Physical Gold Shortage Now Reaching Extremes - Eric Sprott

With the paper price of gold pulling back, today billionaire Eric Sprott told King World News that the shortage of physical gold is now reaching extremes.  Sprott also discussed the implications of this, as well as Western central planner desperation.  This is the first in a series of interviews with Sprott that will be released today.  Below is what Sprott, Chairman of Sprott Asset Management, had to say in part I of this remarkable series of interviews.

Sprott:  “I have now written three articles titled, ‘Do The Western Central Banks Have Any Gold Left?’  I think we have seen some things develop in the last eight months that tells you there is a bona fide shortage of gold.

It all started with the Germans saying they wanted their 330 tons back, which is a mere 4% of what the U.S. theoretically owns, and they (the US) announced it would take seven years to deliver it back (to Germany).

“Then we had ABN AMRO where they said that people wouldn’t get their allocated gold.  We already started to see depletion in GLD at the beginning of the year, not just with the April and May smashes, and it was obvious to me that there was a shortage (of gold). 

In my mind what happened was the powers that be thought, ‘What are we going to do here?  We can’t have people find out that the central banks don’t have any gold because it’s all been leased and sold to Asia.  So, what are we going to do?  Well, let’s go bomb the COMEX (price), and maybe everyone will see their GLD, and we will go in and buy the GLD and redeem the (physical) gold.’

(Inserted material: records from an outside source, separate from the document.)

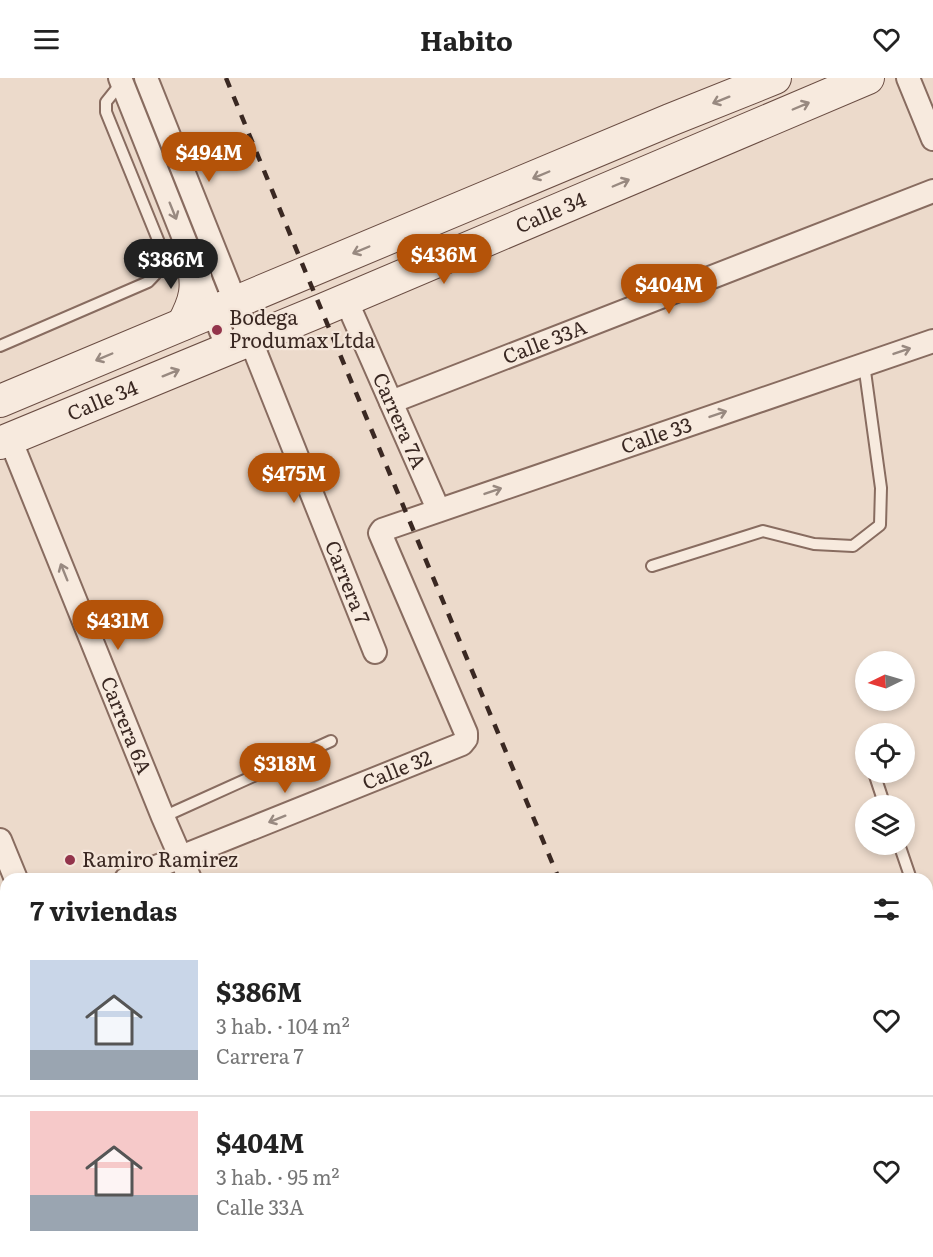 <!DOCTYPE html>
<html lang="es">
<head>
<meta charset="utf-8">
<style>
  body { margin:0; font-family:Literata,serif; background:#f2f2f2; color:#222; height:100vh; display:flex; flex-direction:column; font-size:22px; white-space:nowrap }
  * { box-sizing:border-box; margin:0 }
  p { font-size:20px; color:#767676 }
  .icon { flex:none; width:33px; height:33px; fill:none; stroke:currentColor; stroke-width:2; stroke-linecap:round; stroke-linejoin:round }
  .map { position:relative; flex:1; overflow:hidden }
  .details { position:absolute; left:0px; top:795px; width:933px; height:384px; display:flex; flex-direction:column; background:#fff; border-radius:18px 18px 0 0; box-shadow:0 3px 9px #0003 }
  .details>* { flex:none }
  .needle { width:39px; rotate:265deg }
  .fabs { position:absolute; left:855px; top:573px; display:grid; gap:12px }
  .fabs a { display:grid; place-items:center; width:60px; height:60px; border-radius:50%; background:#fff; box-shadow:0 3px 9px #0003; font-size:30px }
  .price { position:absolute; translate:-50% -51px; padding:0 14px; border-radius:21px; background:#b45309; color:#fff; font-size:20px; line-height:39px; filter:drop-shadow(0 2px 3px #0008) }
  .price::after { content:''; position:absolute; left:50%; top:36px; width:18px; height:14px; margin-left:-9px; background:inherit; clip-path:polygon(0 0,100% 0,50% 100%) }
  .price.active { background:#222; color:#fff }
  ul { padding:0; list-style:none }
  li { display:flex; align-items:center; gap:18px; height:150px; padding:0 30px }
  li+li { border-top:2px solid #e0e0e0 }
  li span { display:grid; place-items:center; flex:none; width:168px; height:120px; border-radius:0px; color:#555 }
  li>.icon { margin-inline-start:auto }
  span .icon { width:72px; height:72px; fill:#fffc; stroke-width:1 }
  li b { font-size:26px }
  h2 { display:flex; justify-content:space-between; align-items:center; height:72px; padding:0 30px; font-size:26px }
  header { display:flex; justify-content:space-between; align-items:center; height:78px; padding:0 30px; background:#fff; font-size:27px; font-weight:700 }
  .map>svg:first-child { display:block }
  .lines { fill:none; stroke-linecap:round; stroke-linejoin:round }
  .lane-casing { stroke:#886c60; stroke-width:14 }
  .street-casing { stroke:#886c60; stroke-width:26 }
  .secondary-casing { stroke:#6a4d43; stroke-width:34 }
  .lane { stroke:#f7eade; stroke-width:10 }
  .street { stroke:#f7eade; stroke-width:22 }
  .secondary { stroke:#f7eade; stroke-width:32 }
  .rail { stroke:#3a2822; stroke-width:4.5; stroke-dasharray:10 10; stroke-linecap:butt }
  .oneway { stroke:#988980 }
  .poi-dot { fill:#93344b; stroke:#f4e6da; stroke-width:2 }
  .labels { text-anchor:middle; stroke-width:4.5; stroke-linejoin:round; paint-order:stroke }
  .street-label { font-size:20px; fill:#3a2822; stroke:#f4e6da }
  .poi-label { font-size:20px; fill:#3a2822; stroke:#f4e6da; text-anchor:start }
</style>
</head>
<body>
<header><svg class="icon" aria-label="menu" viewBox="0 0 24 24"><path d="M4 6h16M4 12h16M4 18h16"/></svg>Habito<svg class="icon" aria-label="heart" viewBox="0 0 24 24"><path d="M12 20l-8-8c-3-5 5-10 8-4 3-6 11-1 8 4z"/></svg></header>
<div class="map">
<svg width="933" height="1179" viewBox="0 0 933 1179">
  <rect width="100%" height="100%" fill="#ecdacb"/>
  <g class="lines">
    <defs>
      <g id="lane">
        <polyline points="122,4 106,24 106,34 167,184"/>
        <path d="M0 268 148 204C161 191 171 177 185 165"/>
        <polyline points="652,488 763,453 814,466 853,468 880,447 881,410 864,286"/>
        <polyline points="874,695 885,728"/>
        <polyline points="163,739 331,663"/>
        <polyline points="899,766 911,801"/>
        <polyline points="927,845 933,862"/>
        <polyline points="927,926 933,924"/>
        <polyline points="927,1024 933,1023"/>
      </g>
      <g id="street">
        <polyline points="120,0 228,271"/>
        <path id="s1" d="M146 0 375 574"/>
        <polyline points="908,0 933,61"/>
        <path id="s2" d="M346 222 438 431"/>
        <path id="s3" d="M391 324 933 113"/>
        <path id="s4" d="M10 361 163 739 190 801"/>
        <polyline points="0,762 16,801"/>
        <path id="s5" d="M126 801 462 666 466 661V655L380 455 382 452 933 263"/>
        <polyline points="0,851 6,848"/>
        <polyline points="0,1123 6,1121"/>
        <polyline points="172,1173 175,1179"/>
        <polyline points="349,1173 352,1179"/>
        <polyline points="516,1179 533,1173"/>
      </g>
      <g id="secondary">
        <path d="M183 246C196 222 199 208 192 182"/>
        <polyline points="0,323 670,42 775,0"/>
        <path id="s6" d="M0 365 322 232 868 0"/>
      </g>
    </defs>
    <use href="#lane" class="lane-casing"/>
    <use href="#street" class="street-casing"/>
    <use href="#secondary" class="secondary-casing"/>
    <use href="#lane" class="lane"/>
    <use href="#street" class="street"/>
    <use href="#secondary" class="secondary"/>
    <g class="rail">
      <polyline points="226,0 306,195 559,801"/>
      <polyline points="715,1173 717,1179"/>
    </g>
  </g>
  <defs><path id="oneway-shaft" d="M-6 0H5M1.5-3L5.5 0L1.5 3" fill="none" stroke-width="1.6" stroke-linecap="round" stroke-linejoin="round" transform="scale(1.5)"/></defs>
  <g class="oneway">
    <use href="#oneway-shaft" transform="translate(721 22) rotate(158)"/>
    <use href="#oneway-shaft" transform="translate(801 28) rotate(-23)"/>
    <use href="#oneway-shaft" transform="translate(541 97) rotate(157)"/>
    <use href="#oneway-shaft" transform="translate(621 105) rotate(-23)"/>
    <use href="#oneway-shaft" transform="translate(173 133) rotate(68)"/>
    <use href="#oneway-shaft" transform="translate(361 172) rotate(157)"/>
    <use href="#oneway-shaft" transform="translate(902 273) rotate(-19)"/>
    <use href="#oneway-shaft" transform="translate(104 279) rotate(157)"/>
    <use href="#oneway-shaft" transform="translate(171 295) rotate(-22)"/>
    <use href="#oneway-shaft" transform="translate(718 336) rotate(-19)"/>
    <use href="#oneway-shaft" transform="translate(493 413) rotate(-19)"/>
    <use href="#oneway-shaft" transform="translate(64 494) rotate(-112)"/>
    <use href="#oneway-shaft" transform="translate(277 741) rotate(158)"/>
  </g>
  <g class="poi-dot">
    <circle cx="217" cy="252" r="6"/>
    <circle cx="70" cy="782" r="6"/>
  </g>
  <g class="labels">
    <g class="street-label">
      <text dy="7" stroke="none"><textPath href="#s6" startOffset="597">Calle 34</textPath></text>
      <text dy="7" stroke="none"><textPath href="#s3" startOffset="165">Calle 33A</textPath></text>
      <text dy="7" stroke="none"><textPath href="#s6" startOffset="111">Calle 34</textPath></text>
      <text dy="7" stroke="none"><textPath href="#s2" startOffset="132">Carrera 7A</textPath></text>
      <text dy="7" stroke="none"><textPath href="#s5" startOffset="886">Calle 33</textPath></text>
      <text dy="7" stroke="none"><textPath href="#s1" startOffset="543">Carrera 7</textPath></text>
      <text dy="7" stroke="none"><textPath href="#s4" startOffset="309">Carrera 6A</textPath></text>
      <text dy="7" stroke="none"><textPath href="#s5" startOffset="292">Calle 32</textPath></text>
    </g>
    <g class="poi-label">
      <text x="229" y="247">Bodega<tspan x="229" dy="23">Produmax Ltda</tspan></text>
      <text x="82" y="789">Ramiro Ramirez</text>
    </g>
  </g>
</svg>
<div class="fabs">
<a><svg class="needle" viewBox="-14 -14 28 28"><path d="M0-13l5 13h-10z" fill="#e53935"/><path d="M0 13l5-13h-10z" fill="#767676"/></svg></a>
<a><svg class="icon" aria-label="locate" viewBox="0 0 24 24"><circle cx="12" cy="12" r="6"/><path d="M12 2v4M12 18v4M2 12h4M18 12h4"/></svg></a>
<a><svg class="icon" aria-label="layers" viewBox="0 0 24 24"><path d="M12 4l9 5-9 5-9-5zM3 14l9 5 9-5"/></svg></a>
</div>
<b class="price" style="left:209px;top:105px">$494M</b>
<b class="price" style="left:444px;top:207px">$436M</b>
<b class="price active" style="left:171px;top:212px">$386M</b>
<b class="price" style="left:669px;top:237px">$404M</b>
<b class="price" style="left:294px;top:426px">$475M</b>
<b class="price" style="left:118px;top:573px">$431M</b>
<b class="price" style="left:285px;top:716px">$318M</b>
<section class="details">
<h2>7 viviendas<svg class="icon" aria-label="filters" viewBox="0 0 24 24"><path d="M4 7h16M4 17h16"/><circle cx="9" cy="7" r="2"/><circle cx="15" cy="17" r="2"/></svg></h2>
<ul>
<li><span style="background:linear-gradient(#c9d6e8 75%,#9aa5b1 0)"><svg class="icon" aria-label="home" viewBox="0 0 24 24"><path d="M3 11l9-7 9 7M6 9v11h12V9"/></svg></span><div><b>$386M</b><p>3 hab. · 104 m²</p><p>Carrera 7</p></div><svg class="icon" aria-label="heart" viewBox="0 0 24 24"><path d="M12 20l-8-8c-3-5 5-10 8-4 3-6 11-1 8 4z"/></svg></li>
<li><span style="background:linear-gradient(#f6c9c9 70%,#9aa5b1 0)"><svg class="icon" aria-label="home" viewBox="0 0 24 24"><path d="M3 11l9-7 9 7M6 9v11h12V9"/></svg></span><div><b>$404M</b><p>3 hab. · 95 m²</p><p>Calle 33A</p></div><svg class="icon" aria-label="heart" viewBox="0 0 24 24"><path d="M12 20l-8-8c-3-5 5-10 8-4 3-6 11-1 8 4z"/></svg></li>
</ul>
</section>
</div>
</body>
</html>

As you know, 600 tons of gold was redeemed.  600 tons is a big number.  So we’ve had a 30% increase in supply because of the GLD liquidation.  Of course during this time period, all of the investment advisors who told people to sell were the same people that covered their shorts.  So they (bullion banks) have gone from being short gold to being neutral on the COMEX.

We have seen the COMEX inventories decline rapidly.  We know that all of the dealer inventory on the COMEX has already been spoken for by delivery notices, so essentially there will be zero (inventory) if they ever make the delivery.

And the central planners (also) went to India and said, ‘Look, you’ve got to do something about all of this gold buying in India.’  So we’ve had ten different steps by the Indian government to try to curb demand -- a 2% tax, a 4% tax, a 6% tax, an 8% tax, and a ruling that banks couldn’t lend money for people to buy gold. 

They also convinced the Jewelers Association that as of July 1st they couldn’t sell gold bars and coins.  Just last week there was a new rule implemented that if you are importing gold you have to prove that a certain amount is being re-exported.  We’ve probably had ten or twelve things (restrictions) happen in six months, all of which is a huge attempt to get the second biggest buyer of gold in the world, after China, to decrease consumption because the gold isn’t around.

The central planners have arranged all of these things.  I think it’s just been one big scheme to try to get people dissuaded from owning gold and to cause supply to come out.  As you mentioned, because of it (central planner actions) we have the gold forward rates (for gold) being negative, backwardation, and inventories plunging, all of which have been manifested because there is a shortage of gold.